Я не сильно пострадал, большую часть пиздюлей блокировал. Правда, в одном месте получил хорошую порцию. Когда вдруг из расплывчатой однообразной череды мусоров выхватил ебальник Веретельникова. Последний раз мы с ним встречались во время моей второй ходки. В барак залетели десятка три младших лейтенантов — свежий выводок. Они только что получили власть и захотели использовать ее повыебистей. Вел бы Веретеля себя человечней, я бы с ним общнулся.
— Привет, однокашник! — узнал он меня тогда и малость поубавил наглости.
— Здоров, однокашник!
— Не думал, что встречу тебя здесь, что до такого докатишься… — в его взгляде было столько превосходства и презрения, словно подзанял у односворников.
Он пошевелил плечами, чтобы я разглядел новые звездочки на погонах.
— Нам от лычки до звезды, как от хуя до пизды, — промолвил я.
Зеки, наблюдавшие за нами, дружно заржали.
— Как был ты сволочью, так и остался, — не придумал ничего лучшего Веретеля.
— Алямс-тралямс, — кинул я, что в переводе с фени значит: о чем с дураком говорить?!
Он тогда ушел с кривой ухмылкой на еблище, а здесь, в пересыльной, рассчитался. Сначала его рука замерла — не все человеческое вытравил в себе, а затем врезал от всей души. Целил в голову, припиздыш внематочный. Я тормознулся с блоком, потому что верил в людей, несмотря на столько лет по зонам, и лишь в последний миг уклонился. Веретельников промахнулся на пиздиный волос (не в длину, а в толщину), дубинка чиркнула по голове и чуть не сломала ключицу. От боли потемнела в глазах и я, подталкиваемый бегущими сзади, несколько секунд ломился втемную, пропуская удары.
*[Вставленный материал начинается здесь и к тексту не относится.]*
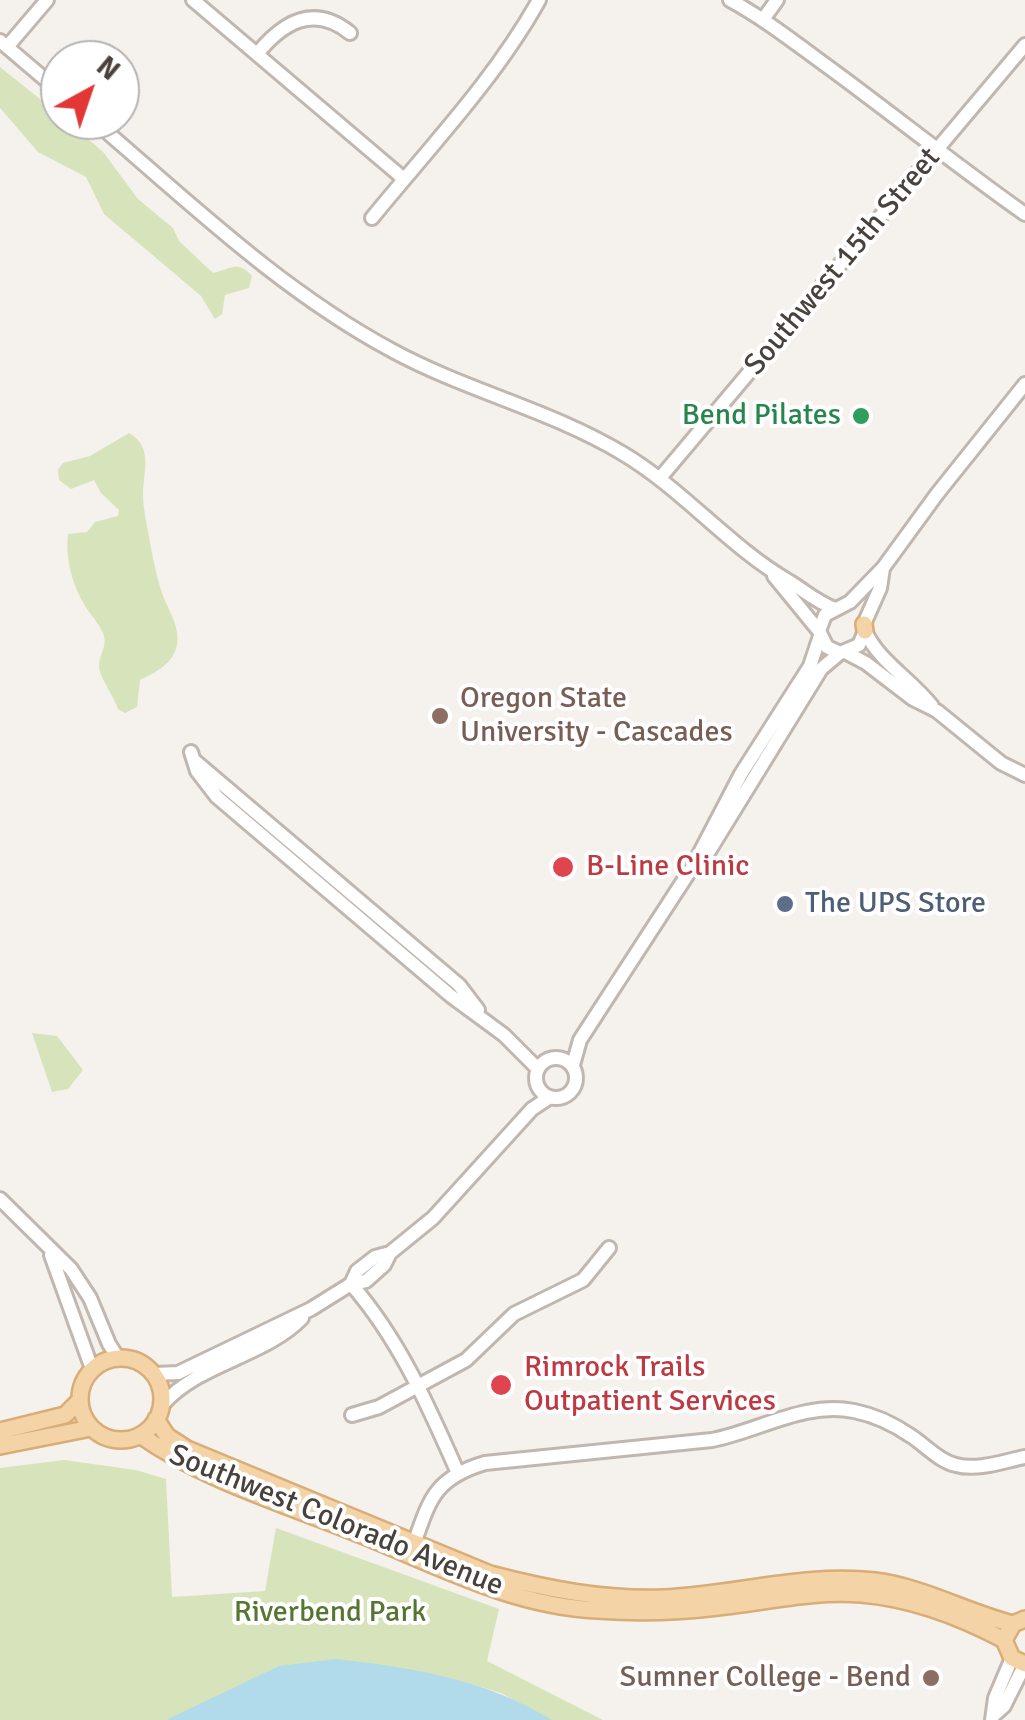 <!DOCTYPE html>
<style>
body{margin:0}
#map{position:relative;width:1025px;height:1720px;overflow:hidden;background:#f5f1ed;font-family:Signika,sans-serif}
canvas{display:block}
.north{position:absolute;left:40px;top:40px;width:100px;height:100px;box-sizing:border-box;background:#fff;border:2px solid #b6b3b1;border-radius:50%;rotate:40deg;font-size:28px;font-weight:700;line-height:40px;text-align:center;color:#49413b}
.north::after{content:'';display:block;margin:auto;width:35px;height:45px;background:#e33736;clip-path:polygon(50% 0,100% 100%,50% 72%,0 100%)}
</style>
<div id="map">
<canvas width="1025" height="1720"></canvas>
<div class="north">N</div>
</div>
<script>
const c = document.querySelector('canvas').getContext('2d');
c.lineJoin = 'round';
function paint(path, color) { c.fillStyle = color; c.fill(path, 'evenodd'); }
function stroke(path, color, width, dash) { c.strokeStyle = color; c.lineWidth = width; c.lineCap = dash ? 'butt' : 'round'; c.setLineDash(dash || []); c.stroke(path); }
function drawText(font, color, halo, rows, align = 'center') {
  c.font = font + ' Signika,sans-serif'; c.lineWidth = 8; c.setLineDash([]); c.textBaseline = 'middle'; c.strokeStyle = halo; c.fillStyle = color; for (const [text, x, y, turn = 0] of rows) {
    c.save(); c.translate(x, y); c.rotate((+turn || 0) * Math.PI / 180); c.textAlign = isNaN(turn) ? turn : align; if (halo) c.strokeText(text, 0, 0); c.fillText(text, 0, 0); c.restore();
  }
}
paint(new Path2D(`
 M0,67L60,115V120H67L104,153L138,199L173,228L179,241L213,273C231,269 237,260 252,276L249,288L225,295L222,314L215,319L201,296L104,214L86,177L38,152L0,108Z
 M129,433C154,447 143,472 143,495C143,505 145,516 147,526C151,548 155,572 162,593C168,610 180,626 177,644C174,664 156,672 140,680L137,707L125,713L118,709C114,696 99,677 99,666C99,655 107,647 104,636C101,626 93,618 87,609C73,587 65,560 68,534L87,532L95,522L118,516L119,510L101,493L94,480L71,489L59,480L58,470L63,463L90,456Z
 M32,1033L57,1036L83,1070L68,1089L52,1092Z
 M64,1460L136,1470L166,1479L172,1597L265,1591L276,1528L499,1609L487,1661L603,1720H551L501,1693L461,1681L166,1720H0V1468Z`), '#d7e4bb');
paint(new Path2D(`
 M335,1659C411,1667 485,1679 552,1720H166L279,1666Z`), '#b1dbea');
const minor = new Path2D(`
 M193,0L404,179
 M730,0C763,18 790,39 820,61C889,111 955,165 1025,214
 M764,18L777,0
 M0,41L60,92
 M7,47L47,0
 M257,54C283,22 314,4 350,33
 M93,120C189,202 281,291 393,351C467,391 550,410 622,453C683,489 729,547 790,582C806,592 817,602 835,609
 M372,218C429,148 495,79 539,0
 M660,478L1025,45
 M774,576L819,631
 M864,624L880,588L883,568
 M865,631L859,645L840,653L827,647L819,631L825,615L850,602L883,568L937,494L1025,384
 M865,631C879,662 911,679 932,706
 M847,653L866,663L913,699L937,711L1001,763L1025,775
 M191,752L197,771L217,797L451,996L504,1035L538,1069
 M195,761L459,985L478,1010
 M695,864L706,856L821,669L840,653
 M536 1078a20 20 0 1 1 40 0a20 20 0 1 1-40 0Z
 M573,1065L580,1040L693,866L741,774L810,666L820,636
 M0,1199L71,1269L90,1298L109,1344L118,1358
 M51,1255L92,1369
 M351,1284L357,1271L375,1257L390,1253L433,1218L532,1109L550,1097
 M351,1284C399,1339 428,1405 457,1471
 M154,1374L178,1373L311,1309L351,1284L366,1281L384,1265L390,1253
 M163,1404C199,1363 264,1357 302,1318
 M352,1415L379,1407L466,1360L514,1314L583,1280L609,1248
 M411,1552C429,1503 431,1479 485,1463L712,1440C759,1431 805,1401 854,1411C874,1415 895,1425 911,1436C925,1445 939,1461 956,1465C978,1471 1004,1461 1025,1457
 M994,1715L1004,1706L1025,1664
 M992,1720L995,1698L1012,1658`);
const major = new Path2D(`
 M864,624L865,631
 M80 1399a41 41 0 1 1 82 0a41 41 0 1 1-82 0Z
 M156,1419L167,1436L187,1449L490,1574C547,1589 603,1600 663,1598C733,1595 804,1573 875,1581C923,1587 966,1612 1013,1624
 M0,1431L65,1415L79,1401
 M140,1435C204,1480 282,1503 354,1532C433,1563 510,1606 597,1610C638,1613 678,1612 718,1607C765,1602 814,1590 861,1594C910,1598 961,1617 1004,1640
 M0,1446L91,1428
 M1025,1619L1013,1624L1004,1640L1012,1658L1025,1664`);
stroke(minor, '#c0b8b0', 18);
stroke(major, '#d8ad78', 20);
stroke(minor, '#fff', 12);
stroke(major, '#f4d3a7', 15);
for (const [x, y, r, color] of [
 [861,416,10,"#2e9e5b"],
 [440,716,10,"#8d6e63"],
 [563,867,12,"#e0444e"],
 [785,904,10,"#5c6f8a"],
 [501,1385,12,"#e0444e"],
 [931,1678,10,"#8d6e63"]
]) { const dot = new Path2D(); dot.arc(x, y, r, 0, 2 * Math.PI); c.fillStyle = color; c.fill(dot); stroke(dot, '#fff', 4); }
drawText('30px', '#49413b', '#fff', [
 ["Southwest 15th Street",843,262,-50],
 ["Southwest Colorado Avenue",336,1521,22]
]);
drawText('30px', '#27864d', '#fff', [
 ["Bend Pilates",841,416]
], 'right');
drawText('30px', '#785e54', '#fff', [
 ["Oregon State",460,699],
 ["University - Cascades",460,733],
 ["Sumner College - Bend",911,1678,"right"]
], 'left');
drawText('30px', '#be3a42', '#fff', [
 ["B-Line Clinic",586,867],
 ["Rimrock Trails",524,1368],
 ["Outpatient Services",524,1402]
], 'left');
drawText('30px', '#4e5e75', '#fff', [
 ["The UPS Store",805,904]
], 'left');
drawText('30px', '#567533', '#fff', [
 ["Riverbend Park",330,1613]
]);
</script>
Как обычно после таких заварушек, намечалось награждение непричастных и наказание невиновных. Само собой, моя кандидатура шла первой под раздачу. Светил мне червонец, не меньше. Но мне опять повезло, спас классовый подход. Дело закрыли и всех «зачинщиков» — пять человек — отправили по зонам. Перед отправлением я еще раз повстречался с Веретельниковым. Сын директора школы зашел ко мне в камеру в форме с новыми погонами старшего лейтенанта. Пес оказался выслужливым, в своего папашу пошел.
— Живой? — нагло улыбаясь, спросил он вместо приветствия.
Я лежал на нарах, молча смотрел на него.
— Хотели тебе срок добавить, но я словечко замолвил за старого приятеля, — сказал он, топчась у двери.
Два десятка сокамерников поглядели на меня с вопросом: за какие такие «заслуги» он подписался? Их мнение было мне похую, я — вор и отвечать должен только перед ворами, но слушать гониво пидора бумажного — тоже не в масть.
— Пожалел бывшего однокашника, — добавил Веретеля, заодно ответив на немой вопрос зеков.
И когда бил дубинкой — жалел. На хуй нитки не мотай — не катушка, в жопу палец не втыкай — не игрушка.
— Алямс-тралямс, — тихо молвил я, глядя в ему глаза, ставшие настолько наглыми, что казались чужими на лице глуповатого и ленивого, но, в общем, когда-то хорошего малого.
Он не выдержал моего взгляда, даже покраснел, как хуй ошпаренный, и выбежал из камеры. Пусть идет вспоминает наше общее детство, сказки перечитывает. Особенно сказку о Репке: посадил дед Репку, а Репка откинулся и посадил деда на пику, бабку с внучкой — на хуй, собаку — на цепь, а кошку — на мышиную диету.
На зоне в карантин ко мне соизволил прийти сам хозяин. Мужик он крученый, подловатый, натура как у суки зековской. У кого хуй сосешь, на того и похож.